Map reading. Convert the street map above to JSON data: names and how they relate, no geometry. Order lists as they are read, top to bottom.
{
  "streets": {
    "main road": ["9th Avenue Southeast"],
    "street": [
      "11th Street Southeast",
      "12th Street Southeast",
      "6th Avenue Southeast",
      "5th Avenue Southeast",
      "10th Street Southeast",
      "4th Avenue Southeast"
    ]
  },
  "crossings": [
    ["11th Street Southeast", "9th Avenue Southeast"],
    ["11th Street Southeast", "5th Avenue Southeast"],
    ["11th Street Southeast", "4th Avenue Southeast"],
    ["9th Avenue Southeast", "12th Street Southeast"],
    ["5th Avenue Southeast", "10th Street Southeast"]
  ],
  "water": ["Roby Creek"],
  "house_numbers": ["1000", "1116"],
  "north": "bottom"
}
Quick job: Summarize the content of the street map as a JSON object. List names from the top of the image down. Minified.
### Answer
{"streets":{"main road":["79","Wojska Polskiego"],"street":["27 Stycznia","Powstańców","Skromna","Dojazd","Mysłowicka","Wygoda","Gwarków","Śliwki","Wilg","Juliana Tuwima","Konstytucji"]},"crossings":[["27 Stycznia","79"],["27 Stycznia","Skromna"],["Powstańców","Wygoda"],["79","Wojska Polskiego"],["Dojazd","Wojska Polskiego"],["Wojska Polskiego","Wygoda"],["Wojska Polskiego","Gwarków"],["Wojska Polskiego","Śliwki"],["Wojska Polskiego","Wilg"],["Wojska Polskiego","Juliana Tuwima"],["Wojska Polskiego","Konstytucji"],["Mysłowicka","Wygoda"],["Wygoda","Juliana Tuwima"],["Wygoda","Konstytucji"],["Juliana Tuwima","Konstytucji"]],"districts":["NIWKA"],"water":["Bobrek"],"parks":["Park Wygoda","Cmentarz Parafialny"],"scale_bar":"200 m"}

▶ _Task to complete_: Set the entries above down again, each one exactly as written.

▶ _Answer_:
Map reading. Convert the street map above to JSON data: names and how they relate, no geometry. Order lists as they are read, top to bottom.
{
  "streets": {
    "main road": ["9th Avenue Southeast"],
    "street": [
      "11th Street Southeast",
      "12th Street Southeast",
      "6th Avenue Southeast",
      "5th Avenue Southeast",
      "10th Street Southeast",
      "4th Avenue Southeast"
    ]
  },
  "crossings": [
    ["11th Street Southeast", "9th Avenue Southeast"],
    ["11th Street Southeast", "5th Avenue Southeast"],
    ["11th Street Southeast", "4th Avenue Southeast"],
    ["9th Avenue Southeast", "12th Street Southeast"],
    ["5th Avenue Southeast", "10th Street Southeast"]
  ],
  "water": ["Roby Creek"],
  "house_numbers": ["1000", "1116"],
  "north": "bottom"
}
Quick job: Summarize the content of the street map as a JSON object. List names from the top of the image down. Minified.
### Answer
{"streets":{"main road":["79","Wojska Polskiego"],"street":["27 Stycznia","Powstańców","Skromna","Dojazd","Mysłowicka","Wygoda","Gwarków","Śliwki","Wilg","Juliana Tuwima","Konstytucji"]},"crossings":[["27 Stycznia","79"],["27 Stycznia","Skromna"],["Powstańców","Wygoda"],["79","Wojska Polskiego"],["Dojazd","Wojska Polskiego"],["Wojska Polskiego","Wygoda"],["Wojska Polskiego","Gwarków"],["Wojska Polskiego","Śliwki"],["Wojska Polskiego","Wilg"],["Wojska Polskiego","Juliana Tuwima"],["Wojska Polskiego","Konstytucji"],["Mysłowicka","Wygoda"],["Wygoda","Juliana Tuwima"],["Wygoda","Konstytucji"],["Juliana Tuwima","Konstytucji"]],"districts":["NIWKA"],"water":["Bobrek"],"parks":["Park Wygoda","Cmentarz Parafialny"],"scale_bar":"200 m"}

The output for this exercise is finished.